§ RECORDS SHOWN:
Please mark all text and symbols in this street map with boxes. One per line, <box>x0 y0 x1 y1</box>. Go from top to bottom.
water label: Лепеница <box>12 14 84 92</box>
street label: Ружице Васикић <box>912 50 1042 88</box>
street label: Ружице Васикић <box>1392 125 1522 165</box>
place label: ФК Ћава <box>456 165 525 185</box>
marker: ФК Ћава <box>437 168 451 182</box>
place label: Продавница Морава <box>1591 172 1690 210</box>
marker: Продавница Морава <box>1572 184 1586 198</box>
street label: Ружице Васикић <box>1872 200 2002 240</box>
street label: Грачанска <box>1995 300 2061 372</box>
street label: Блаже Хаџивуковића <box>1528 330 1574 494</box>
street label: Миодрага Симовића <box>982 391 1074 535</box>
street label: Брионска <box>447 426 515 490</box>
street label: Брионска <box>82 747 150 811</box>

§ WHAT IS BEING ASKED: Once more, print every line of the material exactly.

§ EXERCISE ANSWER:
Please mark all text and symbols in this street map with boxes. One per line, <box>x0 y0 x1 y1</box>. Go from top to bottom.
water label: Лепеница <box>12 14 84 92</box>
street label: Ружице Васикић <box>912 50 1042 88</box>
street label: Ружице Васикић <box>1392 125 1522 165</box>
place label: ФК Ћава <box>456 165 525 185</box>
marker: ФК Ћава <box>437 168 451 182</box>
place label: Продавница Морава <box>1591 172 1690 210</box>
marker: Продавница Морава <box>1572 184 1586 198</box>
street label: Ружице Васикић <box>1872 200 2002 240</box>
street label: Грачанска <box>1995 300 2061 372</box>
street label: Блаже Хаџивуковића <box>1528 330 1574 494</box>
street label: Миодрага Симовића <box>982 391 1074 535</box>
street label: Брионска <box>447 426 515 490</box>
street label: Брионска <box>82 747 150 811</box>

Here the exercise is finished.